Study design, population and variables

This study is based upon the Coronary Angiogram Database of South Australia (CADOSA) which captures all patients undergoing coronary angiography in participating institutions. It is based on the National Cardiovascular Data Registry (NCDR) CathPCI registry, using the same data definitions including for NSTEMI and each traditional cardiovascular risk factor (12). NSTEMI was defined as a typical rise and fall in cardiac biomarkers with ST-segment depression or t-wave abnormalities and/or ischaemic symptoms. Dyslipidemia was defined as a documented history of dyslipidemia diagnosed and/or treated by a physician. Hypertension was defined as a history of hypertension being actively treated, a blood pressure greater than 140mmHg systolic or 90 mmHg diastolic or current use of anti-hypertensive pharmacologic therapy. Smoking was defined as a confirmed history of smoking at any time in the past. Diabetes was defined as a documented history of diabetes including a need for anti-diabetic agents, or a fasting blood sugar >7 mmol/L. Family history was defined as any blood relative with a history of angina, AMI or sudden cardiac death at an age less than 55 years.

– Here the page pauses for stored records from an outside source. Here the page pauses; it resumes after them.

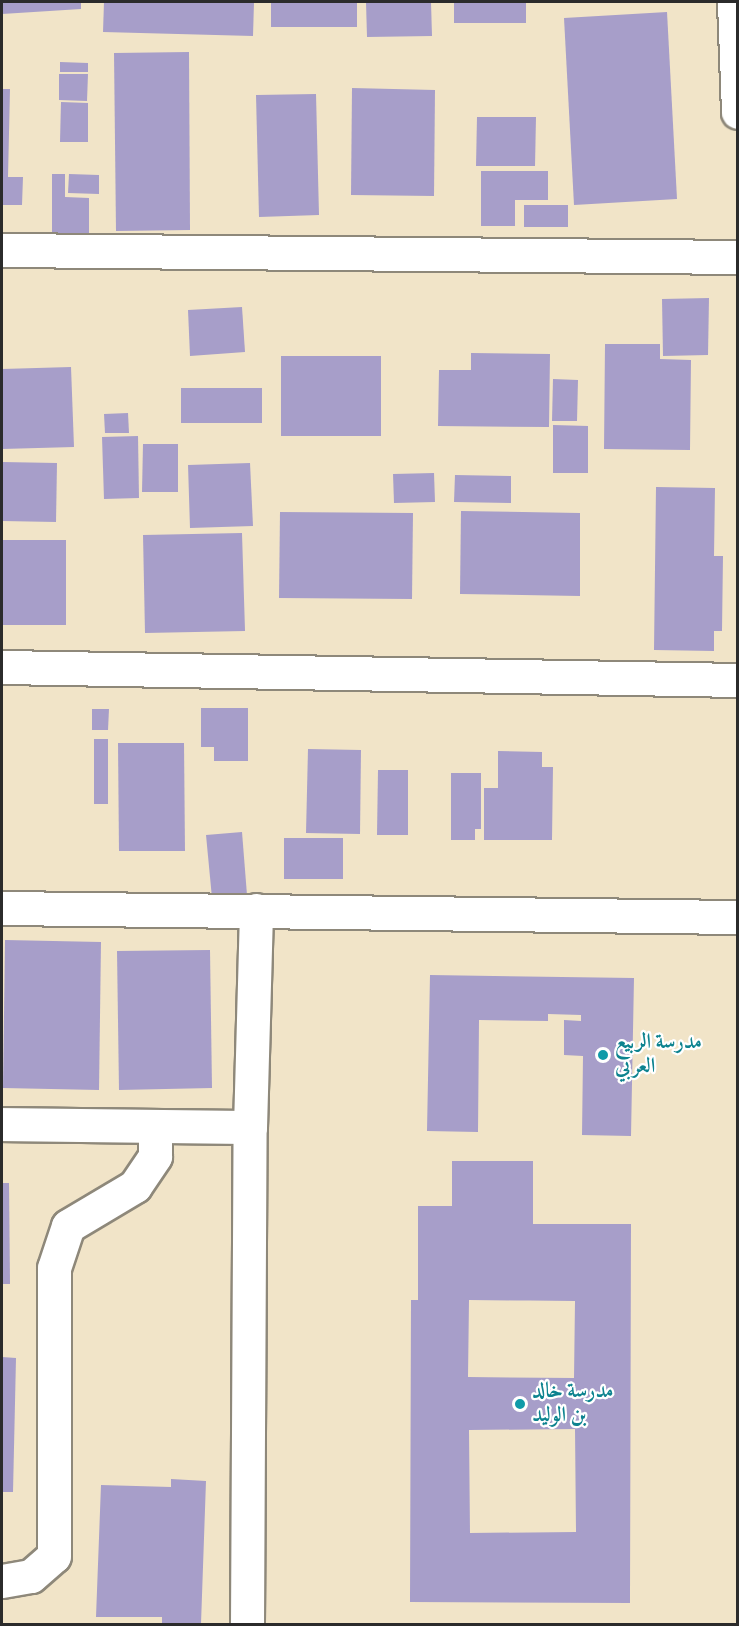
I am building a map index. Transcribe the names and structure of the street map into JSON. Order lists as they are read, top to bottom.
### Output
{
  "places": ["مدرسة الربيع العربي", "مدرسة خالد بن الوليد"]
}
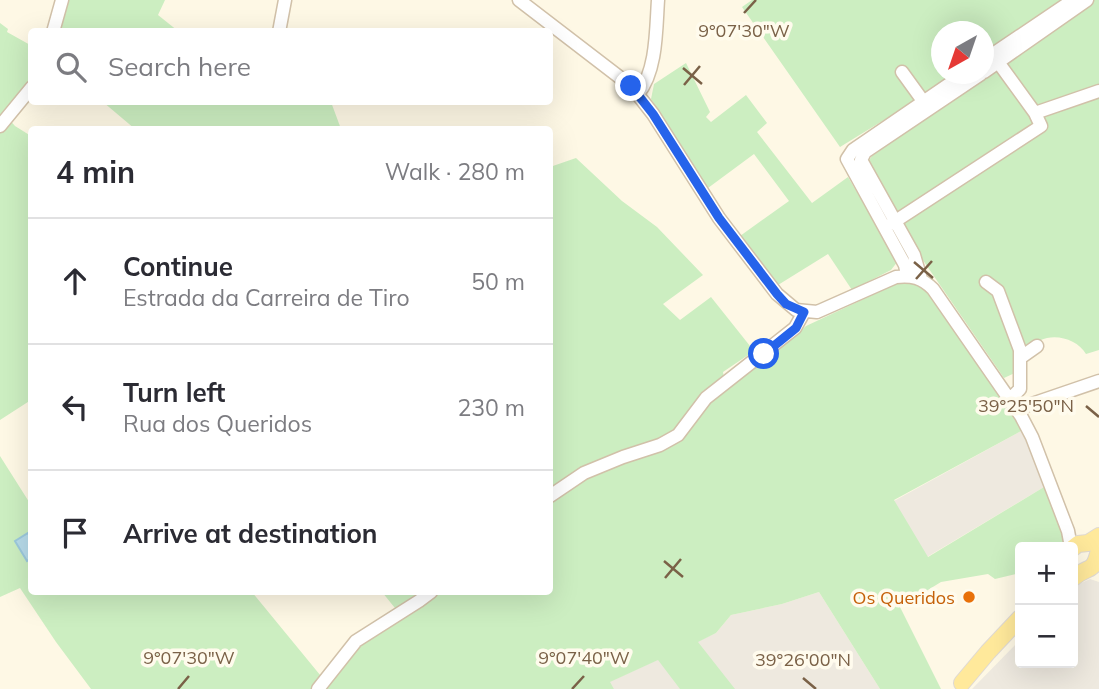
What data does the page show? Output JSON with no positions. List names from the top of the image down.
{
  "places": ["Os Queridos"],
  "north": "bottom left",
  "page": {
    "search": "Search here",
    "heading": ["4 min", "Walk · 280 m"],
    "list": [
      ["Continue", "Estrada da Carreira de Tiro", "50 m"],
      ["Turn left", "Rua dos Queridos", "230 m"],
      "Arrive at destination"
    ],
    "map_buttons": ["+", "−"]
  },
  "coordinates": [
    "9°07'30\"W",
    "39°25'50\"N",
    "9°07'40\"W",
    "39°26'00\"N"
  ]
}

CADOSA is endorsed by the American College of Cardiology. Data is collected prospectively, in real time, by trained data officers ensuring high quality data. The primary role of these data officers is collecting and maintaining the registry data at their respective sites. Audits are undertaken on the registry data. Data collection is performed using a standard data collection form and guided with extensive data specifications. The registry data elements and specifications are compatible with the American College of Cardiology CathPCI registry. Individual consent for this retrospective analysis was waived and the study was approved by the Central Adelaide Local Health Network Human Ethics Committee (HREC reference number HREC/15/TQEH/252). The study was conducted in accordance with the Declaration of Helsinki (as revised in 2013).

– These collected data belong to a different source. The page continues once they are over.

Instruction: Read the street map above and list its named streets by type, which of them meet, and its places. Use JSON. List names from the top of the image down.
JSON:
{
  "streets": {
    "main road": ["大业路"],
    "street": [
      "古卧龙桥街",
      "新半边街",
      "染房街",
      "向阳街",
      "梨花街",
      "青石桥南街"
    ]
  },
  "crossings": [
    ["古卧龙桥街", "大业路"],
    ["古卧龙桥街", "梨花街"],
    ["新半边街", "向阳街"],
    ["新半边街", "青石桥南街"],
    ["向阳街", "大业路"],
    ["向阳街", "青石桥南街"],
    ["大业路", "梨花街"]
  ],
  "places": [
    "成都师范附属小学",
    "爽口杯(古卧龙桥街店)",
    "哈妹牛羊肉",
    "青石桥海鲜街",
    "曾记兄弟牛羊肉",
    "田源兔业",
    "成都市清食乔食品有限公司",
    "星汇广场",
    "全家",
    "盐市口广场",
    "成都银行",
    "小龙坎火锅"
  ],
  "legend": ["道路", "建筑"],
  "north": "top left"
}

This study included consecutive patients presenting with NSTEMI to three tertiary hospitals in Adelaide, South Australia, between the 1st of January 2012 and the 31st of December 2016, captured by CADOSA. For patients who had undergone multiple admissions and coronary angiograms during the recruitment window, only the first visit was used. Patients with a history of previous coronary artery bypass grafting (CABG) were excluded from this study. The selection of patients is summarized in Figure 1.

Figure 1.

Figure 1

Patient selection flow diagram. This flow diagram shows the number of NSTEMI presentations screened, how many were included in the final analysis, and the number of presentations in each analysed group. NSTEMI, non-ST elevation myocardial infarction. VD, vessel disease; CABG, coronary artery bypass grafting.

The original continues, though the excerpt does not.